• _Work instructions_
Only the lines from the one containing "12:38 · Bus</p></div><b>$2.64</b></div>" through the final line of the material below should be output, exactly as they stand.

• _Dataset entries_
^^^^^^^^

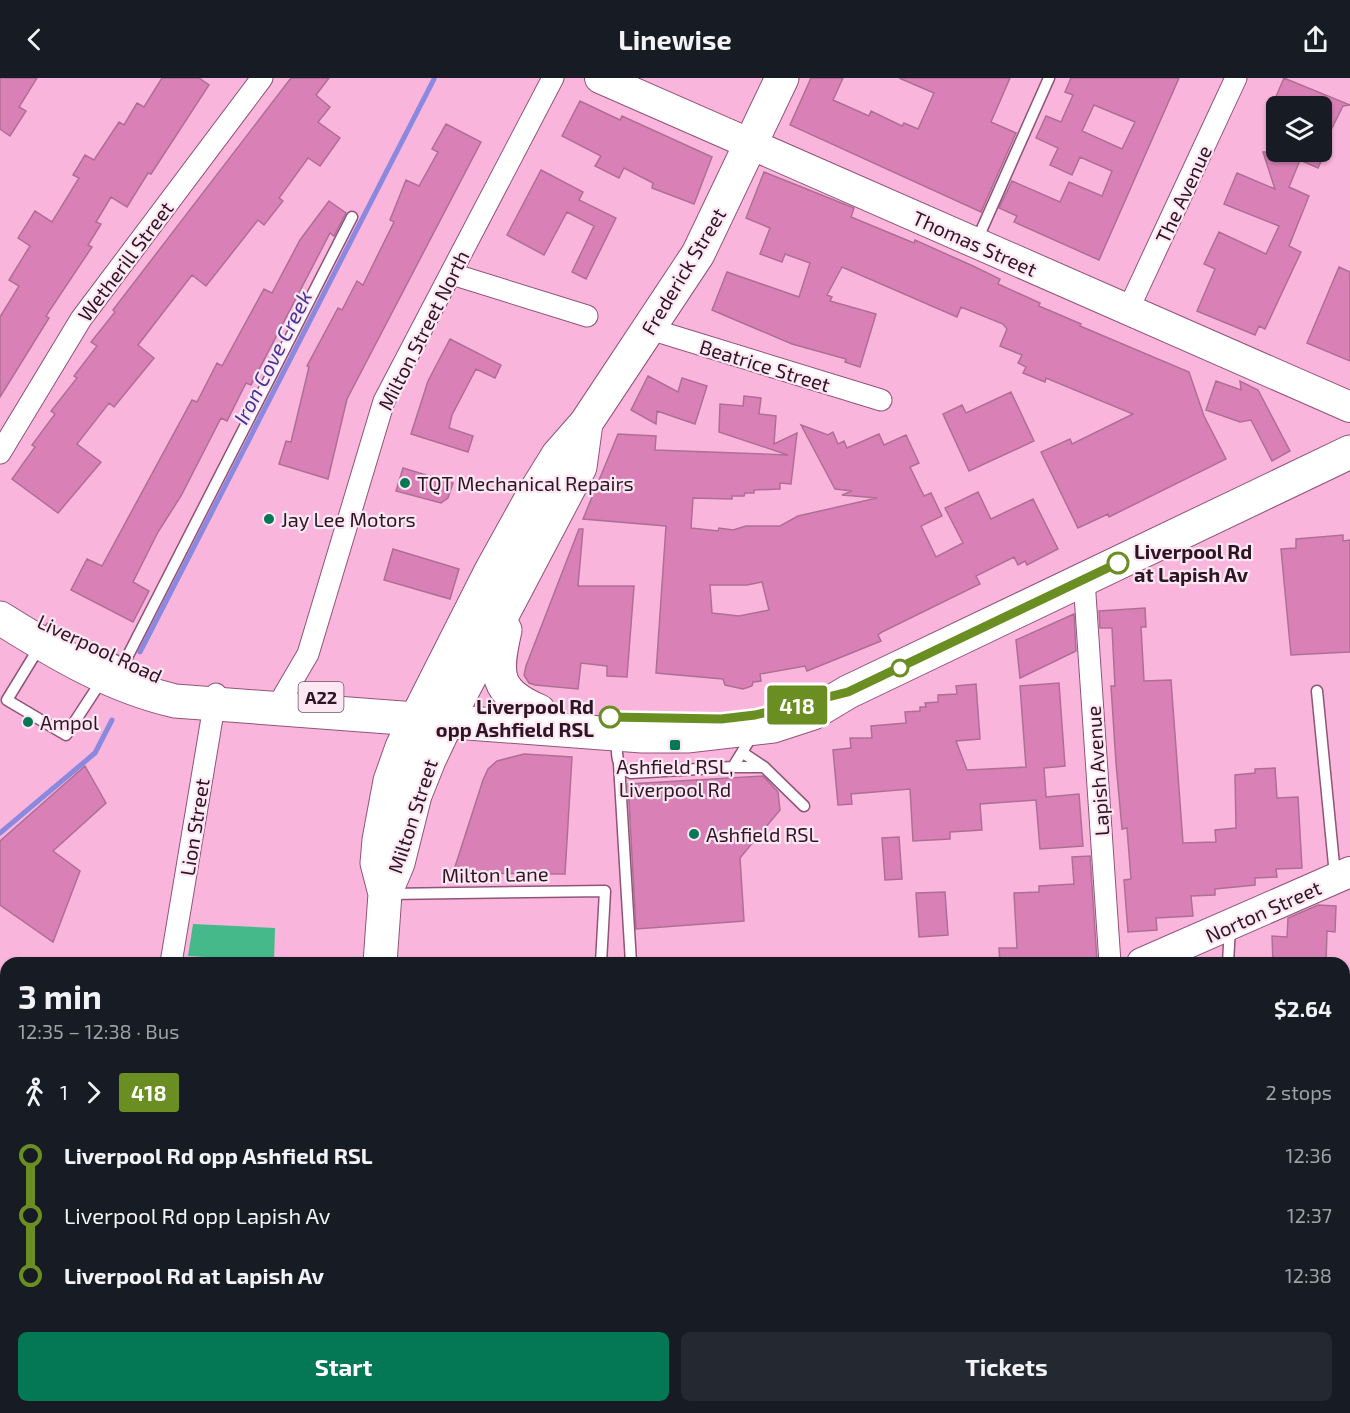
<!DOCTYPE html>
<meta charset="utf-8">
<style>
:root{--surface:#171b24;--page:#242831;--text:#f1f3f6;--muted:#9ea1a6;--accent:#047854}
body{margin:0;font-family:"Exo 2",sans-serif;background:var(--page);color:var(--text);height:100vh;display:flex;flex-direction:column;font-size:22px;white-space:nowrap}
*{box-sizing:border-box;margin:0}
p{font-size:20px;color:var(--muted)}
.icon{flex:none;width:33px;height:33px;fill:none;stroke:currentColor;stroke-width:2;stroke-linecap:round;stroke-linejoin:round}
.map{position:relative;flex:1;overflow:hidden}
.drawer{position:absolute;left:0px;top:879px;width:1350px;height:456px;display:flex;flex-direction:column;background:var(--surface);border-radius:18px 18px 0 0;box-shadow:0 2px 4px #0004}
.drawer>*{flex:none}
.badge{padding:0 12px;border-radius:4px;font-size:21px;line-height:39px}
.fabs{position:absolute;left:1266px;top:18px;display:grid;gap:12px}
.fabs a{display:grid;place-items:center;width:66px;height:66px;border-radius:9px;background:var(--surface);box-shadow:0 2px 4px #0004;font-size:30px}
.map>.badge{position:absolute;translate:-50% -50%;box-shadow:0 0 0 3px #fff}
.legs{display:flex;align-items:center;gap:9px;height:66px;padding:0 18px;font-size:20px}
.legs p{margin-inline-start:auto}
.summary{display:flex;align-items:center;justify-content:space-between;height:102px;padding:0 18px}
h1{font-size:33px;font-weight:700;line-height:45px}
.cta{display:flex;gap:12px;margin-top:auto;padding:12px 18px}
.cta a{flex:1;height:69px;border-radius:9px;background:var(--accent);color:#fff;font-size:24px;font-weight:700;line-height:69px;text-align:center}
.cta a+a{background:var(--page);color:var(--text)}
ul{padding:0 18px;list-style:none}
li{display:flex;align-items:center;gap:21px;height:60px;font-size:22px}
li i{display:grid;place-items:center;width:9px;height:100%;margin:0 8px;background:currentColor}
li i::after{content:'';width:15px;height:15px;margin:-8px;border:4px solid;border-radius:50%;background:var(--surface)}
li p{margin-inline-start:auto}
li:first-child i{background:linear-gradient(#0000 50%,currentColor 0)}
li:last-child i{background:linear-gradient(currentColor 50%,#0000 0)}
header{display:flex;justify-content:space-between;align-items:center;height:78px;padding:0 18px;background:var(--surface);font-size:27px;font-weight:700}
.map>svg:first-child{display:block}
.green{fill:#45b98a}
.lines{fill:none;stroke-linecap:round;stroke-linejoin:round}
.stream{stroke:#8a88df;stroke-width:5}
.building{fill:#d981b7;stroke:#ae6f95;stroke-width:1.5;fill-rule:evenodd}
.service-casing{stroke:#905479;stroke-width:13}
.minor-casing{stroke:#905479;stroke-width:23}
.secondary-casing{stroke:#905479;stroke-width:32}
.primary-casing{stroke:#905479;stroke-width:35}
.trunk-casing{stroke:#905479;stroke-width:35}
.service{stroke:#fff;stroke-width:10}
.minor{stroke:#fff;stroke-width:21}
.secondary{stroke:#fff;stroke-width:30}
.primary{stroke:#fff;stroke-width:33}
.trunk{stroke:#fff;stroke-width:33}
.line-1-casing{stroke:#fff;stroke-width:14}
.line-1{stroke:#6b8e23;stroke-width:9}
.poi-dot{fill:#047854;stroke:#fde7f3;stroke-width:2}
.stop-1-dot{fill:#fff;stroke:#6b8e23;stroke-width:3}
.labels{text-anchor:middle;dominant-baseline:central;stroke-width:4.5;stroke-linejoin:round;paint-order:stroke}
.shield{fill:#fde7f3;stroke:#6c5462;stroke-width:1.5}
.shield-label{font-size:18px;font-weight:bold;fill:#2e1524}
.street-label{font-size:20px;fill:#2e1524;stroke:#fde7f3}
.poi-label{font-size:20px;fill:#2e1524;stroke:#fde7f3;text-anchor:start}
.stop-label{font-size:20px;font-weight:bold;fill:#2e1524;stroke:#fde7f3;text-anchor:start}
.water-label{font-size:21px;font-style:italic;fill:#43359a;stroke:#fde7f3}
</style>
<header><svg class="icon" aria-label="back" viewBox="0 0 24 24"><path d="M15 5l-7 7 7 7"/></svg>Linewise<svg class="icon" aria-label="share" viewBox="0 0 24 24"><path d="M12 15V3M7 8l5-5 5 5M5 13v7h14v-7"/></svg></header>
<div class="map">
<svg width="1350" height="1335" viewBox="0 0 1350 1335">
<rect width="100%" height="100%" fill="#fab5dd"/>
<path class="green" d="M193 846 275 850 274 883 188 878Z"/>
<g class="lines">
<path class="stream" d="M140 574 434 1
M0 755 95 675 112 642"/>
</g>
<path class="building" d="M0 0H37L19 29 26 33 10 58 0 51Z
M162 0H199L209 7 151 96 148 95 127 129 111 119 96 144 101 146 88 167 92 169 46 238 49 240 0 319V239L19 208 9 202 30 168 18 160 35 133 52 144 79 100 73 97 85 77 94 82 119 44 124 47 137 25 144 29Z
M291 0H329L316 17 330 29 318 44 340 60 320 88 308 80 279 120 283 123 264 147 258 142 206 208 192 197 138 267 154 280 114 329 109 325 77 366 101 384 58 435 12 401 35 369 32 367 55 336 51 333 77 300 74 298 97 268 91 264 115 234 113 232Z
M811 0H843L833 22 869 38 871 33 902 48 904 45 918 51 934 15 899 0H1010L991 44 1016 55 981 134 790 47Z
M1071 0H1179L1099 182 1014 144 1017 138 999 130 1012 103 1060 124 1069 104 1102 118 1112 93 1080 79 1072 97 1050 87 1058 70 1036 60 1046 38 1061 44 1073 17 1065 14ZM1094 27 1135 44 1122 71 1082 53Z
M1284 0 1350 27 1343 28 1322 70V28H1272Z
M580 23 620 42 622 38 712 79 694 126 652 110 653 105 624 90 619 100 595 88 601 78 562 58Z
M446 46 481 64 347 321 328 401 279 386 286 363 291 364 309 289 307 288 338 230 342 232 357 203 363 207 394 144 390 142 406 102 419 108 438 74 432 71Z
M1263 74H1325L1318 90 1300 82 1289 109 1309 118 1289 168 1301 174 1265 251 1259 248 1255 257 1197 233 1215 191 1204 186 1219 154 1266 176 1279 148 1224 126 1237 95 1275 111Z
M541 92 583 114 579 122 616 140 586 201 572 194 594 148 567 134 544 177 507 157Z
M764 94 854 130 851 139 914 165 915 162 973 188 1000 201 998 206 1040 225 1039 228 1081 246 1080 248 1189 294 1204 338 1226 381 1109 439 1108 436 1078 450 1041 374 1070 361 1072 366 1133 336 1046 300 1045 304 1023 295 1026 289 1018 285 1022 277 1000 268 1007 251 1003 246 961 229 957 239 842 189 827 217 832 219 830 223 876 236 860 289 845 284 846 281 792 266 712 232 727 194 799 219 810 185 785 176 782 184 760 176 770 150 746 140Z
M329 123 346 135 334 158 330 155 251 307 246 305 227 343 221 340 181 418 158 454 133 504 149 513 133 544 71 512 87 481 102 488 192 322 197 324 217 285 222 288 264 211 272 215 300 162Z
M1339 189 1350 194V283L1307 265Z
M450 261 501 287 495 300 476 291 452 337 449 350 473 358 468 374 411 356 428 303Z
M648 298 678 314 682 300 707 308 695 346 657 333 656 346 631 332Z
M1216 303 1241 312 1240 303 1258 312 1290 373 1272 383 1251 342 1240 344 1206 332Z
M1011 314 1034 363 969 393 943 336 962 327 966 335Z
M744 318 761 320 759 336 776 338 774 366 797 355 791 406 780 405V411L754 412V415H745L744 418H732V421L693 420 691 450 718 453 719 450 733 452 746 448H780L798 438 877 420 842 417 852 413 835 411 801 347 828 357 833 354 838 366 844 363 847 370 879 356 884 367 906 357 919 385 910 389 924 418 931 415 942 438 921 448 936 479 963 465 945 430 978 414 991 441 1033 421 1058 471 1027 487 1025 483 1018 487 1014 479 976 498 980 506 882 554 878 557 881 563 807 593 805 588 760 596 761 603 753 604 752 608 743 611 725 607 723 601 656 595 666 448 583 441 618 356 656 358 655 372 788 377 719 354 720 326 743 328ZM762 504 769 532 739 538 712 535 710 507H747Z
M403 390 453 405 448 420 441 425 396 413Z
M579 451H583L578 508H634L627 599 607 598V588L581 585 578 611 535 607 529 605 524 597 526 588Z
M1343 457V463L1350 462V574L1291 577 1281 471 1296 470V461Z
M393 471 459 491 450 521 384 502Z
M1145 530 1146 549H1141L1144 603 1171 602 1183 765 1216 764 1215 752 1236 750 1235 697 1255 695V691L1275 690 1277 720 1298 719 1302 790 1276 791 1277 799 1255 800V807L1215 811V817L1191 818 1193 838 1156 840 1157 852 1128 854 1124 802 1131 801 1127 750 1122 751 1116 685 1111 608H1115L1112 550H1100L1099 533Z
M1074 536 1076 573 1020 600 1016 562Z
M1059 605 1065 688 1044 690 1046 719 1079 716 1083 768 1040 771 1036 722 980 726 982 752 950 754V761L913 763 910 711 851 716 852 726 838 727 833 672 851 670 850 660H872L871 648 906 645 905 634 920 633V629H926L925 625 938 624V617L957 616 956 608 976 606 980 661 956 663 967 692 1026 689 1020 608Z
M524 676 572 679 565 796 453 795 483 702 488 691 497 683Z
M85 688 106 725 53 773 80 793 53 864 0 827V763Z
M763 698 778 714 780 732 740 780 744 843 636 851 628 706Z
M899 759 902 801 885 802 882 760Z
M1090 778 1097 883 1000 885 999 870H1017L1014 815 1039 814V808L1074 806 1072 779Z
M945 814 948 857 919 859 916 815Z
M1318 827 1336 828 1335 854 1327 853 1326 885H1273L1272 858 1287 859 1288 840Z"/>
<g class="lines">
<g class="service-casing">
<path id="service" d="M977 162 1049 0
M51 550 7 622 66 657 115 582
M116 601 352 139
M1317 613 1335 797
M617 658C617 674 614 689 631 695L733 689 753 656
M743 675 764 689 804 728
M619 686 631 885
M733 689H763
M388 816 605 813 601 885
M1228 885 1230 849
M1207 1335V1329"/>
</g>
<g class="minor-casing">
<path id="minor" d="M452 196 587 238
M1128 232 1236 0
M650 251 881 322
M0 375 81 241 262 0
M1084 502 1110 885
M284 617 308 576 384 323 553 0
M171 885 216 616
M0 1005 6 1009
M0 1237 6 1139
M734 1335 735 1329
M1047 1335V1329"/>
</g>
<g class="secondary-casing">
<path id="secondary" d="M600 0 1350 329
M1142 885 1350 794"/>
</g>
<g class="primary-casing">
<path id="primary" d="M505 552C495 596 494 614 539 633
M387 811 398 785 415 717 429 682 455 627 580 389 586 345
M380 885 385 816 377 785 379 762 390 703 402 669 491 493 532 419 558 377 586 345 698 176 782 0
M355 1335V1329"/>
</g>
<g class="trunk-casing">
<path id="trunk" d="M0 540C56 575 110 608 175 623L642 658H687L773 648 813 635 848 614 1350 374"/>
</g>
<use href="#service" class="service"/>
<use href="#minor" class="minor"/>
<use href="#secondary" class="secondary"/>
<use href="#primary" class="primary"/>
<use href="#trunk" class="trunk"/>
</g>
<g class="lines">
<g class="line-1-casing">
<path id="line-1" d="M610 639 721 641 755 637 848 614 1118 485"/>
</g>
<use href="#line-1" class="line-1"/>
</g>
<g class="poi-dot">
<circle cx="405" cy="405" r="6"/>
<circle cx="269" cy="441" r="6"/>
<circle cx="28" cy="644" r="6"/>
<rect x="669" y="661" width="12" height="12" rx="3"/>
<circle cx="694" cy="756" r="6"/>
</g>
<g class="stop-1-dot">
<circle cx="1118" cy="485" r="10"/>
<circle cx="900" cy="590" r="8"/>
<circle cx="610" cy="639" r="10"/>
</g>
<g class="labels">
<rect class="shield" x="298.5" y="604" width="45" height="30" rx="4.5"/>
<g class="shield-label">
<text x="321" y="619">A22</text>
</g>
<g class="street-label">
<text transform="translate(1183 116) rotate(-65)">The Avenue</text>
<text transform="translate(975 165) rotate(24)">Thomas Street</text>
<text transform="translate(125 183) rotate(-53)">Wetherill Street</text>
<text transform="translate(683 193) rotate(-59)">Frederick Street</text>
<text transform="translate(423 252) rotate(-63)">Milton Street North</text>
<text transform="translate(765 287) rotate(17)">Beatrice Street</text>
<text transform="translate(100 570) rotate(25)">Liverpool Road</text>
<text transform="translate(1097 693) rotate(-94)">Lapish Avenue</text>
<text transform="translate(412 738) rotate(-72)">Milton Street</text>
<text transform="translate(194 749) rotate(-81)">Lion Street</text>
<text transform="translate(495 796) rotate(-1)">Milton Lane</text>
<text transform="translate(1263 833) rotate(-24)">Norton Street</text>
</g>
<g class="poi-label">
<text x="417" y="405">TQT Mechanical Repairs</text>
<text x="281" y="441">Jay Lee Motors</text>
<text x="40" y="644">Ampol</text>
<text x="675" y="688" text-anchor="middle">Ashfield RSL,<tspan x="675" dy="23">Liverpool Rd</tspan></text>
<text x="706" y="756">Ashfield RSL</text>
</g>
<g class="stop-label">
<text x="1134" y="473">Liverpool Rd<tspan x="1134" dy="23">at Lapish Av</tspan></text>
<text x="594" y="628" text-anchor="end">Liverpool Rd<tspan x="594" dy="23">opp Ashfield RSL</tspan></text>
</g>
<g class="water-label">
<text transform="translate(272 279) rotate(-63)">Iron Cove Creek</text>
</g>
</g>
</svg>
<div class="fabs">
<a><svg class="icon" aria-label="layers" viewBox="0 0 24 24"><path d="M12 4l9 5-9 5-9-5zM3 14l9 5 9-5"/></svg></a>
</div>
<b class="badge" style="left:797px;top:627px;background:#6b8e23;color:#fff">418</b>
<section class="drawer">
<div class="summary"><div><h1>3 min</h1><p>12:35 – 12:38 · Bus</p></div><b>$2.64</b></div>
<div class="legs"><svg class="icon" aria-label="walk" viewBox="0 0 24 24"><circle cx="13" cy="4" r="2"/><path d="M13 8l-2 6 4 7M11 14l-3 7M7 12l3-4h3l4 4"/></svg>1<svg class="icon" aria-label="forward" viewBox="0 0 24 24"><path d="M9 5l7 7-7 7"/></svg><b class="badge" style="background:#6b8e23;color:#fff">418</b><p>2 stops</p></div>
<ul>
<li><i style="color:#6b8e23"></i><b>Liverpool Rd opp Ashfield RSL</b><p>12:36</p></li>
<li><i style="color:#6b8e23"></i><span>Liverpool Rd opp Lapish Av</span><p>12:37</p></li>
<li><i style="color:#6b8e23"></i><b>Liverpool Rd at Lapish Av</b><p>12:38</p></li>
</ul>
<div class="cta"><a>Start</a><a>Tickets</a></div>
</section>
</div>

^^^^^^^^

• _Response to this exercise_
<div class="summary"><div><h1>3 min</h1><p>12:35 – 12:38 · Bus</p></div><b>$2.64</b></div>
<div class="legs"><svg class="icon" aria-label="walk" viewBox="0 0 24 24"><circle cx="13" cy="4" r="2"/><path d="M13 8l-2 6 4 7M11 14l-3 7M7 12l3-4h3l4 4"/></svg>1<svg class="icon" aria-label="forward" viewBox="0 0 24 24"><path d="M9 5l7 7-7 7"/></svg><b class="badge" style="background:#6b8e23;color:#fff">418</b><p>2 stops</p></div>
<ul>
<li><i style="color:#6b8e23"></i><b>Liverpool Rd opp Ashfield RSL</b><p>12:36</p></li>
<li><i style="color:#6b8e23"></i><span>Liverpool Rd opp Lapish Av</span><p>12:37</p></li>
<li><i style="color:#6b8e23"></i><b>Liverpool Rd at Lapish Av</b><p>12:38</p></li>
</ul>
<div class="cta"><a>Start</a><a>Tickets</a></div>
</section>
</div>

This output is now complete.